Once created, these metrics will start outputting immediately, rather than waiting for the first time they are triggered. These outputs are to both the plugin and application standard output, exactly the same as for counters, and will show us how often the section of code was run and the fastest, slowest, and mean times that the code has taken to run:


time duration metrics

4.3. Method Duration


Method Duration metrics are essentially the same as Time Duration, but instead of specifying start and end lines we specify the full method:


method duration

Once added, this functions exactly the same as time duration metrics covering the whole method body. The start time is considered to be when the method is entered, and the end time is when it is left, regardless of whether it’s by a return or an exception:


method duration logs

We can see from the output here that these are actually “TicToc Log” entries too, only Lightrun has automatically determined the start and stop points for us based on the method itself and not based on lines of code.
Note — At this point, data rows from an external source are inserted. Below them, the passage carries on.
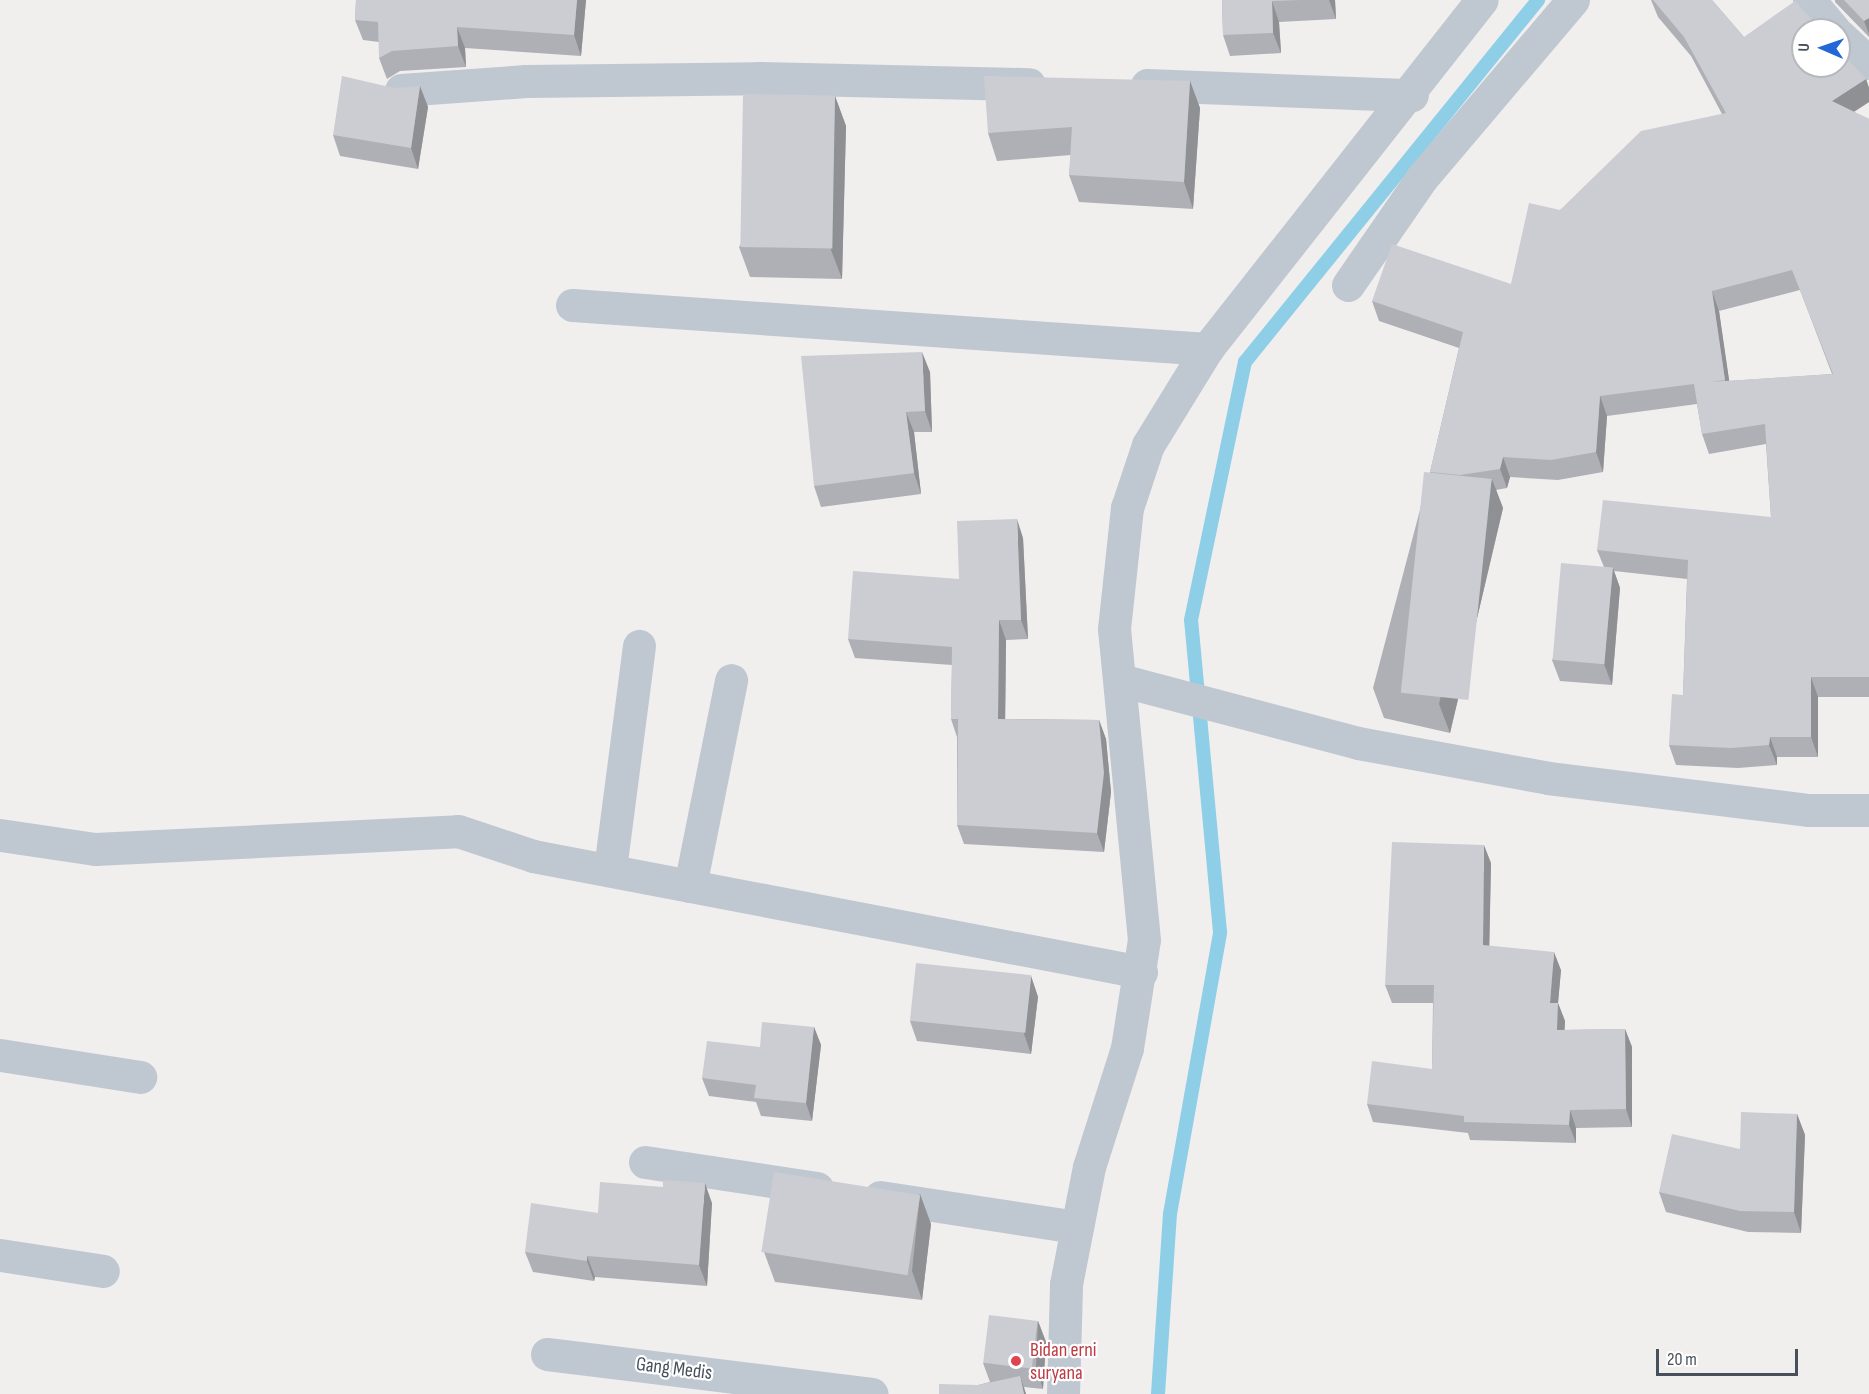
<!DOCTYPE html>
<style>
body{margin:0}
#map{position:relative;width:1869px;height:1394px;overflow:hidden;background:#f1eeee;font-family:"Sofia Sans Condensed",sans-serif}
div>[style]{position:absolute}
[style*='--x']{left:calc(var(--x)*1px);top:calc(var(--y)*1px);width:calc(var(--w)*1px);rotate:calc(var(--a)*1deg)}
.stream>*{height:14px;margin:-7px;padding:0 7px;transform-origin:7px;border-radius:7px;background:#8ecfe7}
.minor>*{height:33px;margin:-16.5px;padding:0 16.5px;transform-origin:16.5px;border-radius:16.5px;background:#bfc8d0}
.tertiary>*{height:33px;margin:-16.5px;padding:0 16.5px;transform-origin:16.5px;border-radius:16.5px;background:#bfc8d0}
.wall>*{inset:0;background:#afb0b5}
.shaded-wall>*{inset:0;background:#8e9094}
.building>*{inset:0;background:#cbcdd3;transform-origin:0 0}
.dots>*{width:16px;height:16px;translate:-50% -50%;box-sizing:border-box;border:3px solid #fff;border-radius:50%}
span{translate:-50% -50%;white-space:nowrap;text-align:center;line-height:1.15;-webkit-text-stroke:4.5px #fff;paint-order:stroke}
.health-label{font-size:20px;color:#be3a42}
.left{translate:0 -50%;text-align:left}
.street-label{font-size:20px;color:#47505b}
.north{position:absolute;left:1791px;top:18px;width:60px;height:60px;box-sizing:border-box;background:#fff;border:2px solid #b5b9bd;border-radius:50%;rotate:272deg;font-size:16px;font-weight:700;line-height:24px;text-align:center;color:#47505b}
.north::after{content:'';display:block;margin:auto;width:21px;height:27px;background:#2266d7;clip-path:polygon(50% 0,100% 100%,50% 72%,0 100%)}
.scale{position:absolute;left:1656px;top:1349px;width:142px;height:27px;box-sizing:border-box;border:3px solid #47505b;border-top:0;padding-left:8px;font-size:18px;line-height:21px;white-space:nowrap;color:#47505b;-webkit-text-stroke:4px #fff;paint-order:stroke}
</style>
<div id="map">
<div class="stream">
<i style="--x:1158;--y:1394;--w:180;--a:-86.2"></i>
<i style="--x:1170;--y:1214;--w:286;--a:-79.9"></i>
<i style="--x:1220;--y:932;--w:313;--a:-95.3"></i>
<i style="--x:1191;--y:620;--w:264;--a:-78.2"></i>
<i style="--x:1245;--y:362;--w:466;--a:-51"></i>
</div>
<div class="minor">
<i style="--x:1809;--y:0;--w:39;--a:50"></i>
<i style="--x:1839;--y:35;--w:41;--a:43"></i>
<i style="--x:1147;--y:85;--w:265;--a:2.2"></i>
<i style="--x:401;--y:90;--w:125;--a:-4.1"></i>
<i style="--x:526;--y:81;--w:232;--a:-0.7"></i>
<i style="--x:758;--y:78;--w:271;--a:1.3"></i>
<i style="--x:1348;--y:285;--w:129;--a:-55.4"></i>
<i style="--x:1421;--y:179;--w:235;--a:-49.7"></i>
<i style="--x:572;--y:305;--w:637;--a:3.96"></i>
<i style="--x:1120;--y:680;--w:246;--a:14.8"></i>
<i style="--x:1358;--y:743;--w:193;--a:10.4"></i>
<i style="--x:1548;--y:778;--w:263;--a:7"></i>
<i style="--x:1809;--y:810;--w:60;--a:0"></i>
<i style="--x:0;--y:835;--w:96;--a:8.4"></i>
<i style="--x:95;--y:849;--w:363;--a:-2.8"></i>
<i style="--x:458;--y:831;--w:79;--a:18.4"></i>
<i style="--x:533;--y:856;--w:619;--a:10.8"></i>
<i style="--x:610;--y:869;--w:225;--a:-82.6"></i>
<i style="--x:690;--y:886;--w:210;--a:-78.7"></i>
<i style="--x:0;--y:1055;--w:142;--a:8.9"></i>
<i style="--x:645;--y:1162;--w:174;--a:8.6"></i>
<i style="--x:880;--y:1197;--w:199;--a:8.7"></i>
<i style="--x:0;--y:1255;--w:104;--a:8.8"></i>
<i style="--x:547;--y:1354;--w:327;--a:7"></i>
</div>
<div class="tertiary">
<i style="--x:1063;--y:1394;--w:110;--a:-88.4"></i>
<i style="--x:1066;--y:1284;--w:119;--a:-78.9"></i>
<i style="--x:1089;--y:1167;--w:125;--a:-72.3"></i>
<i style="--x:1127;--y:1048;--w:109;--a:-81.1"></i>
<i style="--x:1144;--y:940;--w:312;--a:-95.5"></i>
<i style="--x:1114;--y:629;--w:122;--a:-83.9"></i>
<i style="--x:1127;--y:508;--w:66;--a:-71.6"></i>
<i style="--x:1148;--y:445;--w:113;--a:-58.4"></i>
<i style="--x:1207;--y:349;--w:444;--a:-51.8"></i>
</div>
<div class="wall">
<i style="clip-path:polygon(356px 0,586px 0,581px 56px,465px 48px,466px 67px,400px 71px,387px 79px,379px 58px,379px 42px,363px 40px,355px 20px)"></i>
<i style="clip-path:polygon(1222px 0,1335px 0,1336px 19px,1279px 22px,1281px 53px,1230px 56px,1223px 35px)"></i>
<i style="clip-path:polygon(evenodd,1651px 0,1712px 0,1744px 37px,1866px 79px,1869px 88px,1869px 102px,1854px 112px,1869px 119px,1869px 697px,1818px 697px,1818px 757px,1777px 757px,1777px 765px,1738px 768px,1676px 765px,1669px 745px,1683px 695px,1687px 579px,1614px 571px,1620px 588px,1612px 685px,1560px 681px,1552px 660px,1604px 567px,1597px 550px,1771px 517px,1766px 444px,1709px 454px,1702px 434px,1697px 404px,1607px 416px,1603px 472px,1558px 480px,1510px 477px,1507px 488px,1496px 490px,1503px 508px,1450px 733px,1384px 718px,1373px 688px,1430px 472px,1459px 348px,1379px 321px,1372px 301px,1511px 284px,1560px 210px,1722px 114px,1691px 56px,1658px 17px,1651px 0,1800px 290px,1832px 374px,1729px 381px,1719px 311px,1800px 290px)"></i>
<i style="clip-path:polygon(1835px 0,1869px 0,1869px 37px,1835px 2px)"></i>
<i style="clip-path:polygon(1190px 81px,1200px 108px,1193px 209px,1079px 202px,1069px 175px,1071px 155px,997px 161px,988px 133px)"></i>
<i style="clip-path:polygon(420px 86px,428px 107px,418px 169px,340px 156px,333px 135px)"></i>
<i style="clip-path:polygon(835px 96px,846px 126px,842px 279px,750px 277px,739px 247px)"></i>
<i style="clip-path:polygon(930px 372px,932px 432px,914px 432px,921px 494px,821px 507px,814px 486px)"></i>
<i style="clip-path:polygon(1023px 538px,1028px 639px,1006px 640px,1005px 719px,1099px 720px,1106px 739px,1111px 792px,1104px 852px,964px 844px,957px 825px,957px 737px,951px 719px,952px 665px,855px 658px,848px 639px,959px 579px)"></i>
<i style="clip-path:polygon(1491px 863px,1489px 946px,1561px 970px,1558px 1003px,1565px 1021px,1564px 1030px,1625px 1029px,1632px 1047px,1632px 1127px,1576px 1128px,1576px 1143px,1470px 1140px,1468px 1133px,1373px 1122px,1367px 1104px,1432px 1069px,1433px 1003px,1392px 1003px,1385px 985px)"></i>
<i style="clip-path:polygon(1031px 976px,1038px 997px,1031px 1054px,917px 1041px,910px 1021px)"></i>
<i style="clip-path:polygon(814px 1027px,821px 1045px,812px 1121px,761px 1116px,756px 1102px,709px 1096px,702px 1078px,760px 1047px)"></i>
<i style="clip-path:polygon(1797px 1114px,1805px 1135px,1801px 1233px,1748px 1232px,1666px 1212px,1659px 1192px,1740px 1149px)"></i>
<i style="clip-path:polygon(920px 1194px,931px 1224px,922px 1300px,775px 1282px,764px 1252px)"></i>
<i style="clip-path:polygon(712px 1203px,707px 1286px,595px 1277px,594px 1281px,533px 1272px,525px 1252px,598px 1213px)"></i>
<i style="clip-path:polygon(1038px 1321px,1046px 1342px,1043px 1389px,1024px 1387px,1026px 1394px,978px 1385px,990px 1382px,983px 1363px)"></i>
</div>
<div class="shaded-wall">
<i style="clip-path:polygon(577px 0,586px 0,581px 56px,574px 35px)"></i>
<i style="clip-path:polygon(1329px 0,1335px 0,1336px 19px)"></i>
<i style="clip-path:polygon(1272px 1px,1279px 22px,1281px 53px,1273px 33px)"></i>
<i style="clip-path:polygon(1869px 18px,1869px 34px,1864px 21px)"></i>
<i style="clip-path:polygon(457px 27px,465px 48px,466px 67px,458px 46px)"></i>
<i style="clip-path:polygon(1866px 79px,1869px 88px,1869px 102px,1839px 121px,1832px 101px)"></i>
<i style="clip-path:polygon(1190px 81px,1200px 108px,1193px 209px,1184px 182px)"></i>
<i style="clip-path:polygon(420px 86px,428px 107px,418px 169px,411px 148px)"></i>
<i style="clip-path:polygon(835px 96px,846px 126px,842px 279px,831px 250px)"></i>
<i style="clip-path:polygon(1712px 291px,1719px 311px,1732px 400px,1725px 380px)"></i>
<i style="clip-path:polygon(922px 352px,930px 372px,932px 432px,925px 411px)"></i>
<i style="clip-path:polygon(1600px 396px,1607px 416px,1603px 472px,1596px 452px)"></i>
<i style="clip-path:polygon(906px 412px,914px 432px,921px 494px,914px 473px)"></i>
<i style="clip-path:polygon(1503px 457px,1510px 477px,1507px 488px,1500px 469px)"></i>
<i style="clip-path:polygon(1492px 479px,1503px 508px,1450px 733px,1439px 704px)"></i>
<i style="clip-path:polygon(1017px 519px,1023px 538px,1028px 639px,1021px 620px)"></i>
<i style="clip-path:polygon(1613px 568px,1620px 588px,1612px 685px,1604px 664px)"></i>
<i style="clip-path:polygon(999px 620px,1006px 640px,1005px 738px,998px 719px)"></i>
<i style="clip-path:polygon(1811px 677px,1818px 697px,1818px 757px,1811px 737px)"></i>
<i style="clip-path:polygon(1099px 720px,1106px 739px,1111px 792px,1104px 852px,1097px 833px)"></i>
<i style="clip-path:polygon(1770px 737px,1777px 757px,1777px 765px,1769px 745px)"></i>
<i style="clip-path:polygon(1484px 845px,1491px 863px,1489px 963px,1483px 945px)"></i>
<i style="clip-path:polygon(1554px 952px,1561px 970px,1558px 1003px,1565px 1021px,1564px 1048px,1557px 1030px,1550px 1003px)"></i>
<i style="clip-path:polygon(1031px 976px,1038px 997px,1031px 1054px,1024px 1034px)"></i>
<i style="clip-path:polygon(814px 1027px,821px 1045px,812px 1121px,806px 1103px)"></i>
<i style="clip-path:polygon(1625px 1029px,1632px 1047px,1632px 1127px,1626px 1109px)"></i>
<i style="clip-path:polygon(1570px 1110px,1576px 1128px,1576px 1143px,1569px 1125px)"></i>
<i style="clip-path:polygon(1797px 1114px,1805px 1135px,1801px 1233px,1794px 1212px)"></i>
<i style="clip-path:polygon(705px 1183px,712px 1203px,707px 1286px,699px 1265px)"></i>
<i style="clip-path:polygon(920px 1194px,931px 1224px,922px 1300px,912px 1271px)"></i>
<i style="clip-path:polygon(587px 1256px,595px 1277px,594px 1281px,587px 1261px)"></i>
<i style="clip-path:polygon(1038px 1321px,1046px 1342px,1043px 1389px,1036px 1368px)"></i>
<i style="clip-path:polygon(1020px 1376px,1026px 1394px,1024px 1394px)"></i>
</div>
<div class="building">
<i style="clip-path:polygon(356px 0,577px 0,574px 35px,457px 27px,458px 46px,392px 51px,379px 58px,378px 22px,355px 20px)"></i>
<i style="clip-path:polygon(1222px 0,1301px 0,1272px 1px,1273px 33px,1223px 35px)"></i>
<i style="clip-path:polygon(evenodd,1653px 0,1712px 0,1744px 37px,1795px 1px,1821px 30px,1803px 30px,1803px 66px,1839px 66px,1839px 50px,1866px 79px,1832px 101px,1869px 119px,1869px 677px,1811px 677px,1811px 737px,1770px 737px,1769px 745px,1731px 748px,1669px 745px,1672px 694px,1683px 695px,1688px 560px,1597px 550px,1603px 500px,1771px 517px,1765px 424px,1702px 434px,1694px 384px,1600px 396px,1596px 452px,1551px 460px,1503px 457px,1500px 469px,1460px 475px,1430px 472px,1463px 332px,1372px 301px,1392px 244px,1511px 284px,1529px 203px,1560px 210px,1641px 131px,1726px 113px,1684px 37px,1653px 0,1792px 270px,1833px 374px,1709px 382px,1725px 380px,1712px 291px,1792px 270px)"></i>
<i style="clip-path:polygon(1844px 0,1869px 0,1869px 18px,1864px 21px)"></i>
<i style="clip-path:polygon(342px 76px,394px 88px,420px 86px,411px 148px,333px 135px)"></i>
<i style="clip-path:polygon(984px 76px,1190px 81px,1184px 182px,1069px 175px,1072px 127px,988px 133px)"></i>
<i style="left:743px;top:94px;width:92px;height:153px;rotate:1deg"></i>
<i style="clip-path:polygon(922px 352px,925px 411px,906px 412px,914px 473px,814px 486px,801px 356px)"></i>
<i style="left:1424px;top:472px;width:68px;height:222px;rotate:6deg"></i>
<i style="clip-path:polygon(1017px 519px,1021px 620px,999px 620px,998px 719px,1099px 720px,1104px 773px,1097px 833px,957px 825px,958px 719px,951px 719px,952px 647px,848px 639px,853px 571px,959px 579px,957px 521px)"></i>
<i style="left:1561px;top:563px;width:52px;height:97px;rotate:5deg"></i>
<i style="clip-path:polygon(1392px 842px,1484px 845px,1483px 945px,1554px 952px,1550px 1003px,1558px 1003px,1557px 1030px,1625px 1029px,1626px 1109px,1570px 1110px,1569px 1125px,1464px 1122px,1464px 1116px,1367px 1104px,1372px 1061px,1432px 1069px,1434px 985px,1385px 985px)"></i>
<i style="left:916px;top:963px;width:116px;height:58px;rotate:6deg"></i>
<i style="clip-path:polygon(762px 1022px,814px 1027px,806px 1103px,754px 1098px,756px 1085px,702px 1078px,707px 1041px,760px 1047px)"></i>
<i style="clip-path:polygon(1741px 1112px,1797px 1114px,1794px 1212px,1740px 1211px,1659px 1192px,1672px 1134px,1740px 1149px)"></i>
<i style="left:774px;top:1172px;width:148px;height:81px;rotate:9deg"></i>
<i style="clip-path:polygon(663px 1180px,705px 1183px,699px 1265px,587px 1256px,587px 1261px,525px 1252px,531px 1203px,598px 1213px,600px 1182px,663px 1187px)"></i>
<i style="left:989px;top:1315px;width:49px;height:48px;rotate:7deg"></i>
<i style="clip-path:polygon(1020px 1376px,1024px 1394px,939px 1394px,939px 1384px,978px 1385px)"></i>
</div>
<div class="dots">
<i style="left:1016px;top:1361px;background:#e0444e"></i>
</div>
<div class="health-label">
<span class="left" style="left:1030px;top:1362px">Bidan erni<br>suryana</span>
</div>
<div class="street-label">
<span style="left:674px;top:1369px;rotate:7deg">Gang Medis</span>
</div>
<div class="north">U</div>
<div class="scale">20 m</div>
</div>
我们可以从这里的输出看到,这些实际上也是 “TicToc日志 “条目,只是Lightrun根据方法本身,而不是根据代码行,自动为我们确定了开始和停止点。

4.4. Custom Metric


Our final metric is simply a custom metric. This lets us aggregate numbers that are present in our code somehow, whatever those numbers are. For example, we might want to count the number of records returned in some search results.


When creating this type of metric, we’re required to specify an expression. This expression returns the number that our metric will aggregate, and like elsewhere it can be any expression that can be calculated at this point in our code:


custom metrics

When these metrics output, it shows us the number of times it was triggered and the maximum, minimum, and mean values for our expression:


custom metrics logs

5. Summary


Here we have covered in detail the main ways that Lightrun can give us more insight into our applications and better understand how they are working.


Why not use it in your next application, to better understand what is going on or even to help diagnose any issues that might be going on?